In the listing below, locate the lines bearing the word "hidden". Copy every one of them.

##########

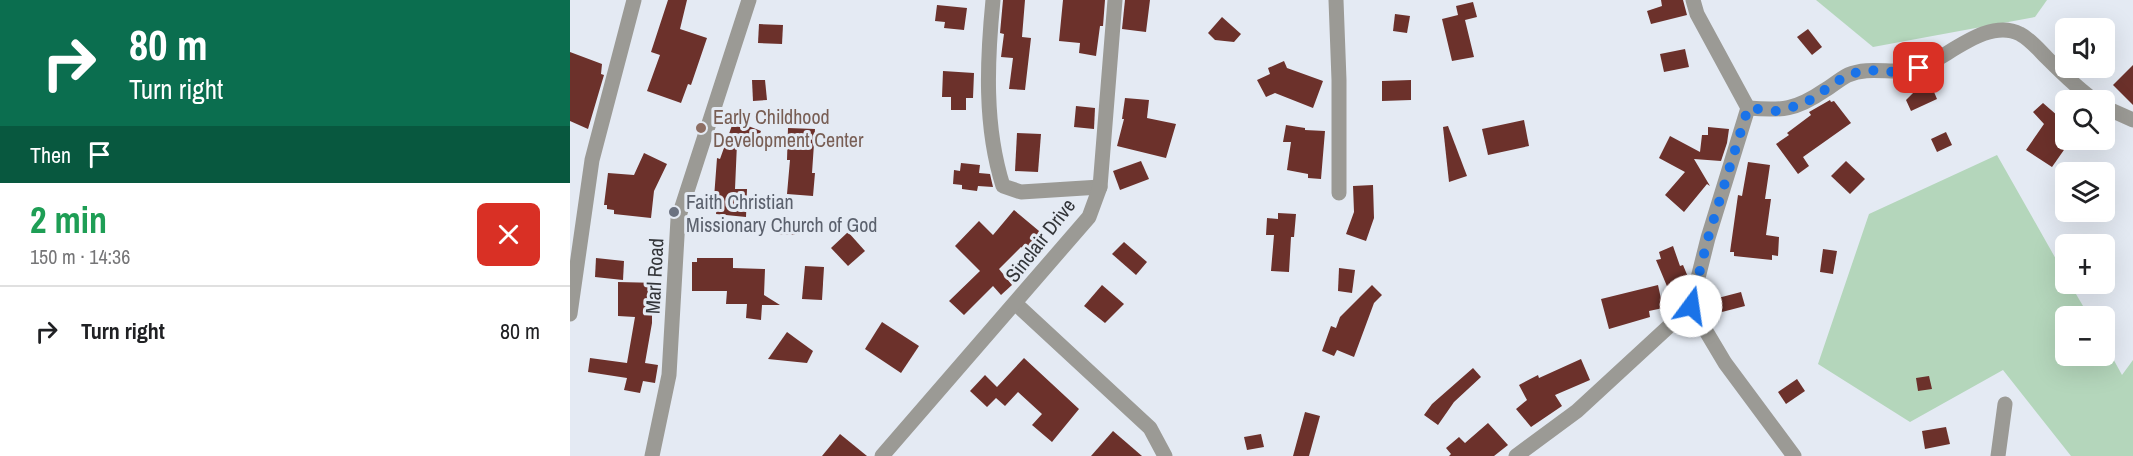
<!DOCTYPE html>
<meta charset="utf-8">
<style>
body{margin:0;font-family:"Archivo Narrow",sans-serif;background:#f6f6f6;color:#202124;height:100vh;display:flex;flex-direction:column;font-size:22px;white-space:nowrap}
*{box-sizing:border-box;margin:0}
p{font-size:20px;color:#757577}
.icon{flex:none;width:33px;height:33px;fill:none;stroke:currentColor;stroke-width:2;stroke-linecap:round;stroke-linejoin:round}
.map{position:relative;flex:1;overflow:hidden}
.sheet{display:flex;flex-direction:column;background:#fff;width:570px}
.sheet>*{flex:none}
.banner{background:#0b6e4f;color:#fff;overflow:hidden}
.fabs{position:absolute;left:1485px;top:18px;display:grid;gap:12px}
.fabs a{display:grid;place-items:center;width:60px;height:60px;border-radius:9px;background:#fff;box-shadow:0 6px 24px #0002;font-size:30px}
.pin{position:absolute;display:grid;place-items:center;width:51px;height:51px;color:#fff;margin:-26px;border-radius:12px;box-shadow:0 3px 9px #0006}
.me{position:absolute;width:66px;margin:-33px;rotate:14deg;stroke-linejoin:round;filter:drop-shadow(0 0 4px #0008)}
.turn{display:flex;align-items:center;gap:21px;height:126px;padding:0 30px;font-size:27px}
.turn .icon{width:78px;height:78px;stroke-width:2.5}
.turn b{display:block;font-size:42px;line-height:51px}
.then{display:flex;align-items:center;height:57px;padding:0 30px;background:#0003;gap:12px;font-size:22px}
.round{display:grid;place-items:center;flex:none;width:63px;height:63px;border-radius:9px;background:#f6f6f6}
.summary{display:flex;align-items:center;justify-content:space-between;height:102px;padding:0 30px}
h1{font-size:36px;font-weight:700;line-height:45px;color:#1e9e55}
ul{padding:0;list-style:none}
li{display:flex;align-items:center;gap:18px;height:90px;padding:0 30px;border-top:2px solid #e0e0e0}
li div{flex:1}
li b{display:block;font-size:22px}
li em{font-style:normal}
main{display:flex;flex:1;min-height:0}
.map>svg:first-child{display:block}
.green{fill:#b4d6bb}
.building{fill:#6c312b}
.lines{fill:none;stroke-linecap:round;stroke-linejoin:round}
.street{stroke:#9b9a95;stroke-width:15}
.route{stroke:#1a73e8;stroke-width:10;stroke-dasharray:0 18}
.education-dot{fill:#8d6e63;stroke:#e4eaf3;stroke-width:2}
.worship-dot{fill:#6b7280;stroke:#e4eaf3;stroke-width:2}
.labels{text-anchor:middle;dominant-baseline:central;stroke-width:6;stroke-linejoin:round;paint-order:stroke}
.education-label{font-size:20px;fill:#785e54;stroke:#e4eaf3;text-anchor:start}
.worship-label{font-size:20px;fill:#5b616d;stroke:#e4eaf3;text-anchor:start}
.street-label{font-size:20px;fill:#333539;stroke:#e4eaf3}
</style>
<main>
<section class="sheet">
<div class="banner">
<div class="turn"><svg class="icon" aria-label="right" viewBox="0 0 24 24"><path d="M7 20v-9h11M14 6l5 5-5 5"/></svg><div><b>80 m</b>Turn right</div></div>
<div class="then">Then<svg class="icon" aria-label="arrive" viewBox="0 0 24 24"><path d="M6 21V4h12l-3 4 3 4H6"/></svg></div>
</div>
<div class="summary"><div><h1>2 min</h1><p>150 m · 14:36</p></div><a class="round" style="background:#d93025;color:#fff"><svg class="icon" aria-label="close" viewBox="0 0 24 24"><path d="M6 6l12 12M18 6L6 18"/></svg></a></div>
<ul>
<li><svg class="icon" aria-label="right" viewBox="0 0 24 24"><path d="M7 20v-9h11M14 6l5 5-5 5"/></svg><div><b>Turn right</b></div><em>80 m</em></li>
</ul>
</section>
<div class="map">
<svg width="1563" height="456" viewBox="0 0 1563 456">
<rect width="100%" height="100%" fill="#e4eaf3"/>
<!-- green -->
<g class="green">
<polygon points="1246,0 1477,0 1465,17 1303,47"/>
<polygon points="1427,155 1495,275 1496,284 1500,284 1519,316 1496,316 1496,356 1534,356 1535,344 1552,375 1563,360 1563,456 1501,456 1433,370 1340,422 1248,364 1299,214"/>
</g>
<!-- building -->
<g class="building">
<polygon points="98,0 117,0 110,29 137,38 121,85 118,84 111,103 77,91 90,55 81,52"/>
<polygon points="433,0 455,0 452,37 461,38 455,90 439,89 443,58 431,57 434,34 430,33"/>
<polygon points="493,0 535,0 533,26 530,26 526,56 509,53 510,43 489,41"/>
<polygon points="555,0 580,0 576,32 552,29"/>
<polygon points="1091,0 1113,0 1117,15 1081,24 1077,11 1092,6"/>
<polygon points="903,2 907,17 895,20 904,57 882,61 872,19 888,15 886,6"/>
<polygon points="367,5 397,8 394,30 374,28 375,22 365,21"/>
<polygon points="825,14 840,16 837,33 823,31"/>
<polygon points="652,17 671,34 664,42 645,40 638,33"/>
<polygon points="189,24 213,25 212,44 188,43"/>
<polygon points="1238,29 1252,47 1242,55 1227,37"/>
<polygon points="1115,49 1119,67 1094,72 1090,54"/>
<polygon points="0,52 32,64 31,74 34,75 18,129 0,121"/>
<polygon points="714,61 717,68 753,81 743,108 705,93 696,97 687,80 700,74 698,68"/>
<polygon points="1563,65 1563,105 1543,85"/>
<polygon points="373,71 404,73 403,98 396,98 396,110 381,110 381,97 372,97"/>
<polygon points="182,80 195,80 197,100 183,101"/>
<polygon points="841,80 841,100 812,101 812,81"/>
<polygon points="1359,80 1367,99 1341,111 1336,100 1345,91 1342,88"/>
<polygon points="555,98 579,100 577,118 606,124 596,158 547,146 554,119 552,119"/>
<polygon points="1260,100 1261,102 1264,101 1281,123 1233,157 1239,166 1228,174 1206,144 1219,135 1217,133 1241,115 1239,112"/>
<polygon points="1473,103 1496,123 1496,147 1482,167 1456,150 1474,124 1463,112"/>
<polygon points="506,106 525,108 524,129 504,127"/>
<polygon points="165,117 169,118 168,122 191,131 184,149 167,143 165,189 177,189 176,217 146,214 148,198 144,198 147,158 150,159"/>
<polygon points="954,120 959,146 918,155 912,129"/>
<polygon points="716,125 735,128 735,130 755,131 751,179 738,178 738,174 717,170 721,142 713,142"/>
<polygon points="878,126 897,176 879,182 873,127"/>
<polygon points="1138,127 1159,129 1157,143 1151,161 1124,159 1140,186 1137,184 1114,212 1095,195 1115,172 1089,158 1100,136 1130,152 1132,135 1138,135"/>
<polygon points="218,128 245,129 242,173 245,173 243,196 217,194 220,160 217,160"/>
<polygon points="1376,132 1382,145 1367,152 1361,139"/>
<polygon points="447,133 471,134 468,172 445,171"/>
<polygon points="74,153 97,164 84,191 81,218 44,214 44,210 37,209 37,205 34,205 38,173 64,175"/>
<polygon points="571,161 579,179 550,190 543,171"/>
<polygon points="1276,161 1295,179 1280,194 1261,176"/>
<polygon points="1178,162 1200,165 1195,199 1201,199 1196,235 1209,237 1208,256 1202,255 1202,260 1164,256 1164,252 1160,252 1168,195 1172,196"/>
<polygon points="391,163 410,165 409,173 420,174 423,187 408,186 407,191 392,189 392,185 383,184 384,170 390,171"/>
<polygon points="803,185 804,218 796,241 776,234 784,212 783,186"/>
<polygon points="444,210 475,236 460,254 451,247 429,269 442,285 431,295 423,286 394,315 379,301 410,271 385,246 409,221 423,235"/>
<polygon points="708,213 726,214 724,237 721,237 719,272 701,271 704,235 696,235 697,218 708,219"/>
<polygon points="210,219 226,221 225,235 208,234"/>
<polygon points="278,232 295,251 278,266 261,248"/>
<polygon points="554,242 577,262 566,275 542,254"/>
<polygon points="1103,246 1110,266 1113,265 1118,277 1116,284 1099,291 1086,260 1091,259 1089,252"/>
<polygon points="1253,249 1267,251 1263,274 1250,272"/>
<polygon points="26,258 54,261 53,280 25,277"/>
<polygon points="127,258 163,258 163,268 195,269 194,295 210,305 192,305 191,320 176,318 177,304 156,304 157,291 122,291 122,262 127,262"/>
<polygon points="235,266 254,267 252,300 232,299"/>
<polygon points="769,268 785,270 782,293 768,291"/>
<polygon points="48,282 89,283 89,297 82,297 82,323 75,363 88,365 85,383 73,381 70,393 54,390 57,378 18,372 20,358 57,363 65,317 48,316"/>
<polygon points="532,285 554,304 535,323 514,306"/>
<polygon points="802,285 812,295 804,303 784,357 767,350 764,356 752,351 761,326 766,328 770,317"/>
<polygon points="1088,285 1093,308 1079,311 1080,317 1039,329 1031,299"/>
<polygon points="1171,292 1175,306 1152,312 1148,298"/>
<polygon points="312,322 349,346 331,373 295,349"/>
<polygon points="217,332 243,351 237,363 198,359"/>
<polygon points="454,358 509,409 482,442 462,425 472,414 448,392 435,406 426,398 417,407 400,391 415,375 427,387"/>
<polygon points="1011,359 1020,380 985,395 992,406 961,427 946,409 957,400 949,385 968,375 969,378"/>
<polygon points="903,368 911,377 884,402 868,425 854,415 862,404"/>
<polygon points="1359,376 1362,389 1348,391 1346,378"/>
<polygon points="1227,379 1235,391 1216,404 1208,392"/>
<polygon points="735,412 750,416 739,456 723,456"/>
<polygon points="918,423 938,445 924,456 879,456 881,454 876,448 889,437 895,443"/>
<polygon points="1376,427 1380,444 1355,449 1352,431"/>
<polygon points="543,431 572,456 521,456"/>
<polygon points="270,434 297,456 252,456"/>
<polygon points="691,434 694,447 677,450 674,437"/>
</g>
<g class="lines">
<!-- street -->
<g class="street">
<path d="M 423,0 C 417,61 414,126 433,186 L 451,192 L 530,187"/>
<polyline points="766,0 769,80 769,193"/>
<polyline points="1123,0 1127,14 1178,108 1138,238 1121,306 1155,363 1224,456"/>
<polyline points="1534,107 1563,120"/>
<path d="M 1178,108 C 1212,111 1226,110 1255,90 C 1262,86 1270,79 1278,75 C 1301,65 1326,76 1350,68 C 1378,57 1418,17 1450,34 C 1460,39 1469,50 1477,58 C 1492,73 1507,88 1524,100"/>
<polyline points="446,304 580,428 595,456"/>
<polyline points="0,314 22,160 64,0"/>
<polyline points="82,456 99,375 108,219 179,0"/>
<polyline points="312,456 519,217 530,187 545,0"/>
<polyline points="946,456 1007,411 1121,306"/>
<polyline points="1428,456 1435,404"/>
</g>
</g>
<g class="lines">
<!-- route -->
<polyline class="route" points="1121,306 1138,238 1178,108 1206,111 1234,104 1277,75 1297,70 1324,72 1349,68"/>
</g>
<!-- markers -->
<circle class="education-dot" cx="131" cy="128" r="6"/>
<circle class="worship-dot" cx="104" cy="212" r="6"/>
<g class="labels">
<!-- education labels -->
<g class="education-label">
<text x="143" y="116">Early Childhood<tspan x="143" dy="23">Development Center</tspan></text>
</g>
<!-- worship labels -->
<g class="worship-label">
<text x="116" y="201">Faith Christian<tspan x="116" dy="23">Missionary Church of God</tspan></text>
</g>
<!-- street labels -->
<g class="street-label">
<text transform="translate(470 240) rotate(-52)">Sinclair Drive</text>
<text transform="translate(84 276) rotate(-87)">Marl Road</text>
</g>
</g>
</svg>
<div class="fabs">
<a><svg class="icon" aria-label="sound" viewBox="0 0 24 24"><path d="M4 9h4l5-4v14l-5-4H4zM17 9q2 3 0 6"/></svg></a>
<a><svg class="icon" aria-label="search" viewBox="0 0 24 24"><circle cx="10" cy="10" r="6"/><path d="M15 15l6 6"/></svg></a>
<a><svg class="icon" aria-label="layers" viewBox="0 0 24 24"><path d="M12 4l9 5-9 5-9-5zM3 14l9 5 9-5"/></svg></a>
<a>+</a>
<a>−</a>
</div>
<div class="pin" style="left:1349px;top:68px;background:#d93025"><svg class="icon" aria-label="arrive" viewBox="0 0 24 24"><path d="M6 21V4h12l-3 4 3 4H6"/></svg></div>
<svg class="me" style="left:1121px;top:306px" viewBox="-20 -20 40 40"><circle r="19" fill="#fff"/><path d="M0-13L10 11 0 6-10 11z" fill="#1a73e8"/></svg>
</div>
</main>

##########

The completed task ▸
.map{position:relative;flex:1;overflow:hidden}
.banner{background:#0b6e4f;color:#fff;overflow:hidden}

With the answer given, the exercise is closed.